En el trayecto del Palace a la maternal de la Carrera de San Isidro, Jimena no volvió a esconder la cara en el cuello de su marido, aunque sí dejó que él le cogiera sus manos enguantadas. No apartó los ojos de la ventanilla del coche y sus tres acompañantes, de nuevo silenciosos, pensaron que estaba asombrada, mirando las calles, evaluando su libertad y muerta de temor por su hijo.

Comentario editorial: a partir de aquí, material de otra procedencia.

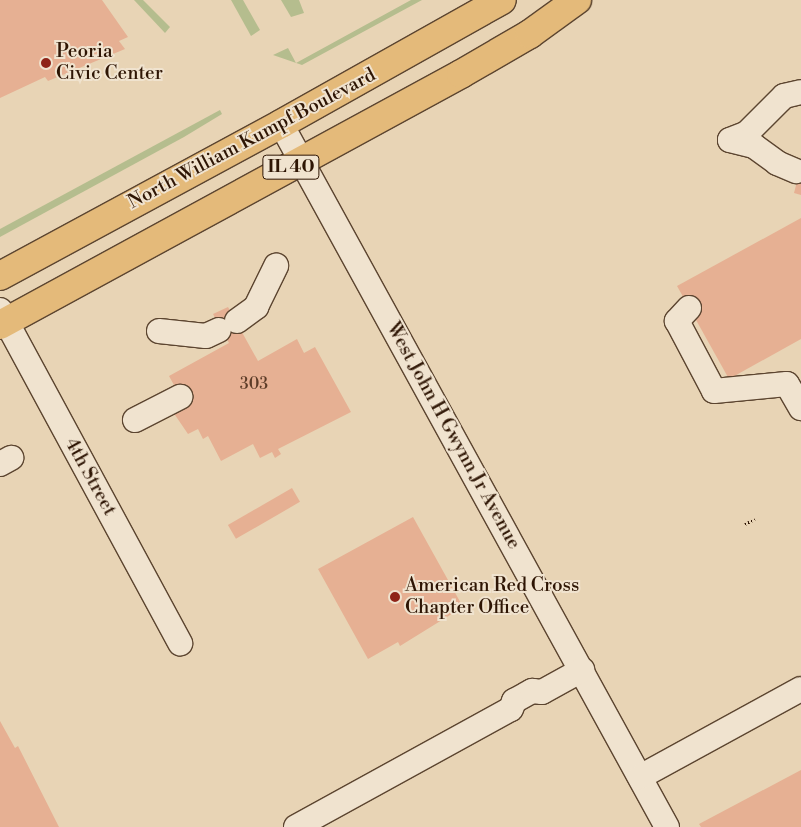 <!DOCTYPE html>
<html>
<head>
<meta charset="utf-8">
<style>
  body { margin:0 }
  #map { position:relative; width:801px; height:827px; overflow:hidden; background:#e8d4b5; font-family:"Libre Bodoni",serif }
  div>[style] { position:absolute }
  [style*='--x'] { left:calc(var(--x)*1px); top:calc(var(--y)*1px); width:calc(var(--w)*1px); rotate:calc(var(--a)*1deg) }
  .green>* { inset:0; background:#b5bd8e }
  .building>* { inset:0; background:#e6b093; transform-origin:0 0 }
  .path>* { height:3px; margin-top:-1.5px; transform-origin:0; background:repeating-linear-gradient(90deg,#2e1504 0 1px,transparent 0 3.5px) }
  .roads { filter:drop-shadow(1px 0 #5c4530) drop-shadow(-1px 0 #5c4530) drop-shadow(0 1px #5c4530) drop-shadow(0 -1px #5c4530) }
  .minor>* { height:24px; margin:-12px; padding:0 12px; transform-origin:12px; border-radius:12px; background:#f0e3cf }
  .major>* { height:28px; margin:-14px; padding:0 14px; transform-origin:14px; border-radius:14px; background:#e4ba7a }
  .dots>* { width:14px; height:14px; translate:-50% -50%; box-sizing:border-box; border:2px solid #f0e3cf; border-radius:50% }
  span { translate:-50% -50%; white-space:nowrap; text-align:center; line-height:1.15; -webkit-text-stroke:4px #f0e3cf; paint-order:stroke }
  .number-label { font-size:16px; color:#5c3c28 }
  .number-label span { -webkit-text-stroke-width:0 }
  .shield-label span { padding:1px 4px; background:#f0e3cf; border:1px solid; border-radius:4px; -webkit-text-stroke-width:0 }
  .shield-label { font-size:18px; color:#2e1504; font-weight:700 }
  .poi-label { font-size:19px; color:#2e1504 }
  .left { translate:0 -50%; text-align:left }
  .street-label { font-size:19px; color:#2e1504 }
</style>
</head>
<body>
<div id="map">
  <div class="green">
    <div style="clip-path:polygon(134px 0,143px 0,170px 27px,165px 33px)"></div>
    <div style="clip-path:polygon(231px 0,243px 0,260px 30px,251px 36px)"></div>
    <div style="clip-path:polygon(281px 0,299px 0,304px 13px,291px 17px)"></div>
    <div style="clip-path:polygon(411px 0,422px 0,302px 65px,273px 55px,288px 48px,296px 63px)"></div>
    <div style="clip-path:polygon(220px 110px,222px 114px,184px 137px,0 237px,0 229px)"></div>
  </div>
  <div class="building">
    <div style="clip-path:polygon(0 0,102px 0,128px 37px,119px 41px,125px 49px,48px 81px,45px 77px,0 98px)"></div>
    <div style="clip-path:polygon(800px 170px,801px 170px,801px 195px,794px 193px)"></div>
    <div style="clip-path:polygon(801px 218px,801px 339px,729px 379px,677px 286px)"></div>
    <div style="clip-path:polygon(228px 307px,258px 361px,297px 339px,304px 353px,315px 347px,351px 412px,278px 449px,281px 454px,275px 458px,272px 452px,260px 458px,253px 444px,221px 461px,208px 436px,203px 439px,198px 429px,188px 434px,173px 412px,185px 405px,169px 376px,229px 343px,213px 314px)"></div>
    <div style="left:292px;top:488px;width:16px;height:74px;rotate:60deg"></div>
    <div style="clip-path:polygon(413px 517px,463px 607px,400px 646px,398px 642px,368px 659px,318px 569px)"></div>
    <div style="clip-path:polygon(0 721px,15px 748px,18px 746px,59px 827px,0 827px)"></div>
    <div style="clip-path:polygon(801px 770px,801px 827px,701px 827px,699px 824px)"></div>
  </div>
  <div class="path">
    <div style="--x:745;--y:524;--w:11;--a:-27"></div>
  </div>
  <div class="roads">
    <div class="minor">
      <div style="--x:281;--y:124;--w:802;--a:61.23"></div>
      <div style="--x:730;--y:140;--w:18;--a:-22"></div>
      <div style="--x:747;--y:133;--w:52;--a:-45"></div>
      <div style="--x:784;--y:96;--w:17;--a:-13"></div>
      <div style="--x:730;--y:140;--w:25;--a:14"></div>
      <div style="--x:754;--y:146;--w:29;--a:36"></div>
      <div style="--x:777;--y:163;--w:21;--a:23"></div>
      <div style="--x:689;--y:308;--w:18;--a:133"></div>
      <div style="--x:677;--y:321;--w:79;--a:62.1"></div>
      <div style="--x:714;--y:391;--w:73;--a:-5.5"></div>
      <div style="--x:787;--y:384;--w:28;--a:60"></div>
      <div style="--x:0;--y:310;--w:379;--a:61.6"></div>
      <div style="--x:237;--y:321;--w:24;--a:-36"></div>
      <div style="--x:256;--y:307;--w:46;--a:-64"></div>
      <div style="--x:159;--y:331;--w:47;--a:6.1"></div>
      <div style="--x:206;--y:336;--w:14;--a:-25"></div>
      <div style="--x:135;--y:420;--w:51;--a:-27.1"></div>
      <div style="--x:0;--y:464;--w:13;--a:-29"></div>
      <div style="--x:640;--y:777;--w:183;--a:-28.7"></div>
      <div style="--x:296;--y:827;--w:245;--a:-28.8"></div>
      <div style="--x:511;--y:709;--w:9;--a:-69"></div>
      <div style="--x:514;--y:701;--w:21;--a:-29"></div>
      <div style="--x:532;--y:691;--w:10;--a:6"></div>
      <div style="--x:542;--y:692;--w:46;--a:-28.8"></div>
    </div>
    <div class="major">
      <div style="--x:0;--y:276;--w:319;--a:-28.4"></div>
      <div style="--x:281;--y:124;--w:253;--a:-29.3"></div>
      <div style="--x:0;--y:325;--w:525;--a:-28.57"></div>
      <div style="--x:461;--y:74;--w:80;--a:-30.1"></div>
      <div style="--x:530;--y:34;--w:58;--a:-35.9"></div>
    </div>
  </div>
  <div class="dots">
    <div style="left:46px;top:63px;background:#8f2418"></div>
    <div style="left:395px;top:597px;background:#8f2418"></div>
  </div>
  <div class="number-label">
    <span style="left:254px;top:384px">303</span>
  </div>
  <div class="shield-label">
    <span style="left:291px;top:167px">IL 40</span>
  </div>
  <div class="poi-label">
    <span class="left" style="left:56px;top:63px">Peoria<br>Civic Center</span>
    <span class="left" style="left:405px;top:597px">American Red Cross<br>Chapter Office</span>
  </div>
  <div class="street-label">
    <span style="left:252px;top:139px;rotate:-28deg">North William Kumpf Boulevard</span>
    <span style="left:453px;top:436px;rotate:61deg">West John H Gwynn Jr Avenue</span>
    <span style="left:90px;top:477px;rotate:61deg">4th Street</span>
  </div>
</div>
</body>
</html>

Pero sólo lo último era cierto. En aquel trayecto de escasos veinte minutos, lo que Jimena sintió fue la risa y el llanto de Luisito, mezclado con las manos deshechas de Petra por las torturas en Gobernación y su llanto ante la hija muerta; los ojos silenciosos de Trini y el abrazo de su compañera de cárcel mientras sonaban los tiros del Cementerio del Este y contaban los disparos de gracia; la mirada de la abuela Canuta, enfadada con San Antonio, que no había logrado salvarle la vida y por eso la llevaban al paredón; los cuerpos de los niños hinchados y comidos por los gusanos en los Altos del Hipódromo; cientos de presas aporreando las puertas en la despedida de Matilde Landa y la mirada triste de la maestra Sánchez Arbós; sus propios gritos al parir y las heridas de chancro de las prostitutas de La Calzada de Oropesa; el dolor de Paz y de tantas y tantas otras, de las que jamás podría escribir todos los nombres, y que nunca, nunca ya, porque el silencio de los cementerios había acallado a miles, o porque los altos muros de las inmundas prisiones tapaban sus gritos de ira y protesta, tendrían la oportunidad única que ella estaba viviendo. Y como fondo de todo ello, de tanto dolor absurdo, de tanta muerte sin sentido, el rostro de María Topete, de la Drácula, de la Veneno, de tanta hiel y odio.